__WHAT THIS TASK INVOLVES__.
For this exercise, reproduce the entries below exactly, but only from the line containing "flex:1; height:46px; border-radius:6px;" through the line containing "padding:0 20px; list-style:none;", both included.

__PROVIDED MATERIAL__.
-------
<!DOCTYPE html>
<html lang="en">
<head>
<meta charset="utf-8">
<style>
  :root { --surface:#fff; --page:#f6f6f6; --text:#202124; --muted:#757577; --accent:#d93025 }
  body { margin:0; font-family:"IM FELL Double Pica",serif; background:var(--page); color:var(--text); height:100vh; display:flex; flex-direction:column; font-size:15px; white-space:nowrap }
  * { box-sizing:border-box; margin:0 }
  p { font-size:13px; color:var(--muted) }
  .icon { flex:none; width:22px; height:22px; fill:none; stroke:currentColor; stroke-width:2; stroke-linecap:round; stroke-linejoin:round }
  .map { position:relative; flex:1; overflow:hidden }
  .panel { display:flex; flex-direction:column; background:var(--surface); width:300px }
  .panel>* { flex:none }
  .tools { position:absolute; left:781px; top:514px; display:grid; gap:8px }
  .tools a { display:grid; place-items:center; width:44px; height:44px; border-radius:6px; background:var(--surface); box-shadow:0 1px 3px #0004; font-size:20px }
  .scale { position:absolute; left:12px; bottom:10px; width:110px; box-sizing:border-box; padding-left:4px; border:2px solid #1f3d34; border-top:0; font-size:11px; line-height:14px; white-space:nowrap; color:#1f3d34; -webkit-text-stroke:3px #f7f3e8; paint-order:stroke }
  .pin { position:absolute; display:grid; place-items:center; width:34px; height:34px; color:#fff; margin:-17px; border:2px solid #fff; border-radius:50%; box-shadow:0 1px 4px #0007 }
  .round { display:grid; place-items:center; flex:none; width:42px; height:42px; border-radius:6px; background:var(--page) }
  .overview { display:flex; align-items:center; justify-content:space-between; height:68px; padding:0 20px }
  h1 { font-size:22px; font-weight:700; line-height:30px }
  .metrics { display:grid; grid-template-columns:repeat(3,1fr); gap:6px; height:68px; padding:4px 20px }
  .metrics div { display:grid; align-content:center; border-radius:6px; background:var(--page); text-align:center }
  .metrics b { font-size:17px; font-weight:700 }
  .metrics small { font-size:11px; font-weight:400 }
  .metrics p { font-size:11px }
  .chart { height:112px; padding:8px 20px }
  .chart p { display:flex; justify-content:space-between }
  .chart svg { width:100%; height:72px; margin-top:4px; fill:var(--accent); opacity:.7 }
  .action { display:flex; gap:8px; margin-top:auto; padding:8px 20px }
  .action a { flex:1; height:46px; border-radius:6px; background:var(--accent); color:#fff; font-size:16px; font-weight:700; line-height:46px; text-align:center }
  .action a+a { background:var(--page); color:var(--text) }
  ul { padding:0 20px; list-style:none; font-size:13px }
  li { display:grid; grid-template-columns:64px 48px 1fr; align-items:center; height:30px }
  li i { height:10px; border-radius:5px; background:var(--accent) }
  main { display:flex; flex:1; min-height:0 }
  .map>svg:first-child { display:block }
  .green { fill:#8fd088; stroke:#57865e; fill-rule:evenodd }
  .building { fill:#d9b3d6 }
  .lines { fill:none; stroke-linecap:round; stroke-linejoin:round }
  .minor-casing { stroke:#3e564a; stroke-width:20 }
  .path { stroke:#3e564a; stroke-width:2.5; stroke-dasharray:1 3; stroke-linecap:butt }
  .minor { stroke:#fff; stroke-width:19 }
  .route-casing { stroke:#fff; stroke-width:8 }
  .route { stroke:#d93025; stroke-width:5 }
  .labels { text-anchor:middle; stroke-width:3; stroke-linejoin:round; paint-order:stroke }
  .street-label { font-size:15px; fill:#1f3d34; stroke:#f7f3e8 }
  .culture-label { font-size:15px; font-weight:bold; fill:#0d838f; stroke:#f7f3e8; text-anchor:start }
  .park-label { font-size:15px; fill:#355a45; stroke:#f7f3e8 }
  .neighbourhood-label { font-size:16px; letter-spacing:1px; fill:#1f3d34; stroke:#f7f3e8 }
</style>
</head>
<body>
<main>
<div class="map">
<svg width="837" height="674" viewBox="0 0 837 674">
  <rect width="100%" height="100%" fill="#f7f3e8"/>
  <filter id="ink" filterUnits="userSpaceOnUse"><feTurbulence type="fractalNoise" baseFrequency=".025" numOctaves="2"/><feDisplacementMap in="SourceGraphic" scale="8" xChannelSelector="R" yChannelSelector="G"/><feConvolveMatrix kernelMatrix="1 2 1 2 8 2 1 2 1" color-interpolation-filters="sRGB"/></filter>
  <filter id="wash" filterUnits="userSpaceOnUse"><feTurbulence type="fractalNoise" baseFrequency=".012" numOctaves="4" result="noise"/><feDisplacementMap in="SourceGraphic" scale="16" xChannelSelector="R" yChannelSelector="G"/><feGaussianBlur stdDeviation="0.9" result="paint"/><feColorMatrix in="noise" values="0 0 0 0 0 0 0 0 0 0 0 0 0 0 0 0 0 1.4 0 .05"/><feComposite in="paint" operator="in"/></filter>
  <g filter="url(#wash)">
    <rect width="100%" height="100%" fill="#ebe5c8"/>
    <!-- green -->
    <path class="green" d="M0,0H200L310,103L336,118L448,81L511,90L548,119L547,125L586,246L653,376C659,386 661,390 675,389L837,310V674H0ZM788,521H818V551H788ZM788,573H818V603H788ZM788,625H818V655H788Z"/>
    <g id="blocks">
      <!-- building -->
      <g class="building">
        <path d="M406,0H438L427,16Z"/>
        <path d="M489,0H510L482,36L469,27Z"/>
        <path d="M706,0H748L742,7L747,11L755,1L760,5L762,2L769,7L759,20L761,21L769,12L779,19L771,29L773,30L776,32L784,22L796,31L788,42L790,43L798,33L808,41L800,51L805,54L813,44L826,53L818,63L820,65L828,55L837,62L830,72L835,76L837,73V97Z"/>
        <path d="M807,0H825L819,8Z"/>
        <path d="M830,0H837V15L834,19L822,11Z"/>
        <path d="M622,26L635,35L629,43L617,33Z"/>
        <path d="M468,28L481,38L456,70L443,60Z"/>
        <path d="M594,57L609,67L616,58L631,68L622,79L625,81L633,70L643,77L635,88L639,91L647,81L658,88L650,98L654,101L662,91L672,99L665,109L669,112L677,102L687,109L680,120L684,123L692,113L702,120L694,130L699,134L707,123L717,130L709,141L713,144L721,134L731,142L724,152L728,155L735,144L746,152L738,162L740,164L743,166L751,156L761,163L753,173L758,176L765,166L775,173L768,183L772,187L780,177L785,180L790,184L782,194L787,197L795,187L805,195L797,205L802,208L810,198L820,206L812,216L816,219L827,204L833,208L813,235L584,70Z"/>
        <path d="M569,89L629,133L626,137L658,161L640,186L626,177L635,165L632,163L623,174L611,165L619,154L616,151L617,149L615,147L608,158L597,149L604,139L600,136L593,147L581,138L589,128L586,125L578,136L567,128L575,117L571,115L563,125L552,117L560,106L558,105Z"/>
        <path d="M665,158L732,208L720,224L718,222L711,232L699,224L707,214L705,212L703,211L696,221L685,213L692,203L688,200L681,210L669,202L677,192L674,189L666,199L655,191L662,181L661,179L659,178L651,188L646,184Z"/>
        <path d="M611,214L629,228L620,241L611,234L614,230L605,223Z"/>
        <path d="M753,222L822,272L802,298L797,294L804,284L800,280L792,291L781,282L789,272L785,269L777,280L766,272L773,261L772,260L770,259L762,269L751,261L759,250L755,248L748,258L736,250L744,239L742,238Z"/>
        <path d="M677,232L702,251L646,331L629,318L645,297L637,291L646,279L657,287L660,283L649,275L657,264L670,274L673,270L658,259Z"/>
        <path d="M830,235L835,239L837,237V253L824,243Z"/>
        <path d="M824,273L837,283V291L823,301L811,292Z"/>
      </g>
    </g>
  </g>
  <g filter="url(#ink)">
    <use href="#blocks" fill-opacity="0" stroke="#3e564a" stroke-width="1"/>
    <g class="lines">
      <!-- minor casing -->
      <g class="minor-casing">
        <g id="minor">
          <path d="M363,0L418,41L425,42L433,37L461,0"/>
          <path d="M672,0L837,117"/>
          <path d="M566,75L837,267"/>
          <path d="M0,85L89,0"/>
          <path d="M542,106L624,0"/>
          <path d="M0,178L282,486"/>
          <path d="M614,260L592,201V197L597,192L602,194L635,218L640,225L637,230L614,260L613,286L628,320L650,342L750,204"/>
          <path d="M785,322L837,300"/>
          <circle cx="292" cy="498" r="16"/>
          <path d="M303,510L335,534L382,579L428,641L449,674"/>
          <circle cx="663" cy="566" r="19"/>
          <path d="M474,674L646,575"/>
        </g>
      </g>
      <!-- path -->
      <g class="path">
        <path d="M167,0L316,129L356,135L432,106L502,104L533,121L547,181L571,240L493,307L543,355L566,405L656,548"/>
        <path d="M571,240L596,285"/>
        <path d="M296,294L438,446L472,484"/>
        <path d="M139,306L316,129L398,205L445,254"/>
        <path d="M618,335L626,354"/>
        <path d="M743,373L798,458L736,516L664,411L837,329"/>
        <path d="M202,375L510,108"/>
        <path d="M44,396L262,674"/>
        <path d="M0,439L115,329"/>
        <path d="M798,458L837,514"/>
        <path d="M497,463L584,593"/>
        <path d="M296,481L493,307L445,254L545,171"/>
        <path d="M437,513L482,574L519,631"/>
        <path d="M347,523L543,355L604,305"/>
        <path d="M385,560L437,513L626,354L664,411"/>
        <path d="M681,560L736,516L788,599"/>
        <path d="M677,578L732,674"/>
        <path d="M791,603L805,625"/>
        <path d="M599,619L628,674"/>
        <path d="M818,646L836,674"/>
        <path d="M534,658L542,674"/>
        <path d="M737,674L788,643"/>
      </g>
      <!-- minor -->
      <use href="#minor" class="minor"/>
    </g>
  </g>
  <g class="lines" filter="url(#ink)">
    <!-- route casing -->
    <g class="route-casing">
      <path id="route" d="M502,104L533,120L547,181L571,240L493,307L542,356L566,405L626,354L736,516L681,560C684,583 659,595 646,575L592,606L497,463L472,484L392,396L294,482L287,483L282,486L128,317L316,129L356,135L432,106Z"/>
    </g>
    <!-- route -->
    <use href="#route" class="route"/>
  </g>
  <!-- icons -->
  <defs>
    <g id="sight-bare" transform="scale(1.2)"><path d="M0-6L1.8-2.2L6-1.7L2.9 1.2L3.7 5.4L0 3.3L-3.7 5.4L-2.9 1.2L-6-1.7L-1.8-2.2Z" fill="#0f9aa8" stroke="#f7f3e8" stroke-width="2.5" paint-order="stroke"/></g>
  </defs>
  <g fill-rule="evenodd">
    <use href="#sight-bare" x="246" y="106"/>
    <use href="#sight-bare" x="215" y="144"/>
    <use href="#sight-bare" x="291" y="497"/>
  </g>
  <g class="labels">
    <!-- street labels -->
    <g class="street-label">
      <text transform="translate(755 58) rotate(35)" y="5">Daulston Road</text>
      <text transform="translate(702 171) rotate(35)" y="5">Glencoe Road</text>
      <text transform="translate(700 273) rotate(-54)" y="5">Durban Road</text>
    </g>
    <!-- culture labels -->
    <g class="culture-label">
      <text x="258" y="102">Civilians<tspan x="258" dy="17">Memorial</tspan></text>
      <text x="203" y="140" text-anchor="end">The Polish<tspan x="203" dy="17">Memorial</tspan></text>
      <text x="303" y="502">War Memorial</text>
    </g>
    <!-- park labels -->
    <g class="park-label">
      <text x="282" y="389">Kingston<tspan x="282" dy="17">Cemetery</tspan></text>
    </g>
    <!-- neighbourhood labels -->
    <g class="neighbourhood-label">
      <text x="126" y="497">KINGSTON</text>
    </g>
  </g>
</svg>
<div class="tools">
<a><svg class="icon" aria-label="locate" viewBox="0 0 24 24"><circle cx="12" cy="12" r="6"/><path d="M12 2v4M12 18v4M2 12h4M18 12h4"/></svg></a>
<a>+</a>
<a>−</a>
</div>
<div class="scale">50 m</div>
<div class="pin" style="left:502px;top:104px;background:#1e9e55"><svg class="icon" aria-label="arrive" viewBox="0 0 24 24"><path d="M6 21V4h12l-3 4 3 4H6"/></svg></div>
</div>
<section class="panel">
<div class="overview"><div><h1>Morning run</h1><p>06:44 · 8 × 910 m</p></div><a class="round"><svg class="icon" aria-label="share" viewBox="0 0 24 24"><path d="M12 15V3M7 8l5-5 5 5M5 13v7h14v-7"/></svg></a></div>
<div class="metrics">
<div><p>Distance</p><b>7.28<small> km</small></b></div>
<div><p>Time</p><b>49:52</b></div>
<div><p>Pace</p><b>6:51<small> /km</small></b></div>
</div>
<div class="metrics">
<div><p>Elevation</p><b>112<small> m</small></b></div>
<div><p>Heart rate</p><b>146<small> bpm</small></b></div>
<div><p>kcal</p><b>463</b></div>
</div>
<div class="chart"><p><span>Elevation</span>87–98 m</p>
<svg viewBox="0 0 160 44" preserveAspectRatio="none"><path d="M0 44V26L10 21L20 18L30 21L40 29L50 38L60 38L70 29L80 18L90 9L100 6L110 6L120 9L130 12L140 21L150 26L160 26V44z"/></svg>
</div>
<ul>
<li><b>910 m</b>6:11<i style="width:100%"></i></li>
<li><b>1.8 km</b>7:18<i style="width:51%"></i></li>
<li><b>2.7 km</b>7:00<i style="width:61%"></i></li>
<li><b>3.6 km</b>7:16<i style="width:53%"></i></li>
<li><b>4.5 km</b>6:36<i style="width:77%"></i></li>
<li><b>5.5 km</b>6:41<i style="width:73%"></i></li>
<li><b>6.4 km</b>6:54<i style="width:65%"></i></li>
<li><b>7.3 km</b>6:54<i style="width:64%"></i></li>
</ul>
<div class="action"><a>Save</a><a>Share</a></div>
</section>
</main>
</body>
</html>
-------
__PROBLEM SOLUTION__.
  .action a { flex:1; height:46px; border-radius:6px; background:var(--accent); color:#fff; font-size:16px; font-weight:700; line-height:46px; text-align:center }
  .action a+a { background:var(--page); color:var(--text) }
  ul { padding:0 20px; list-style:none; font-size:13px }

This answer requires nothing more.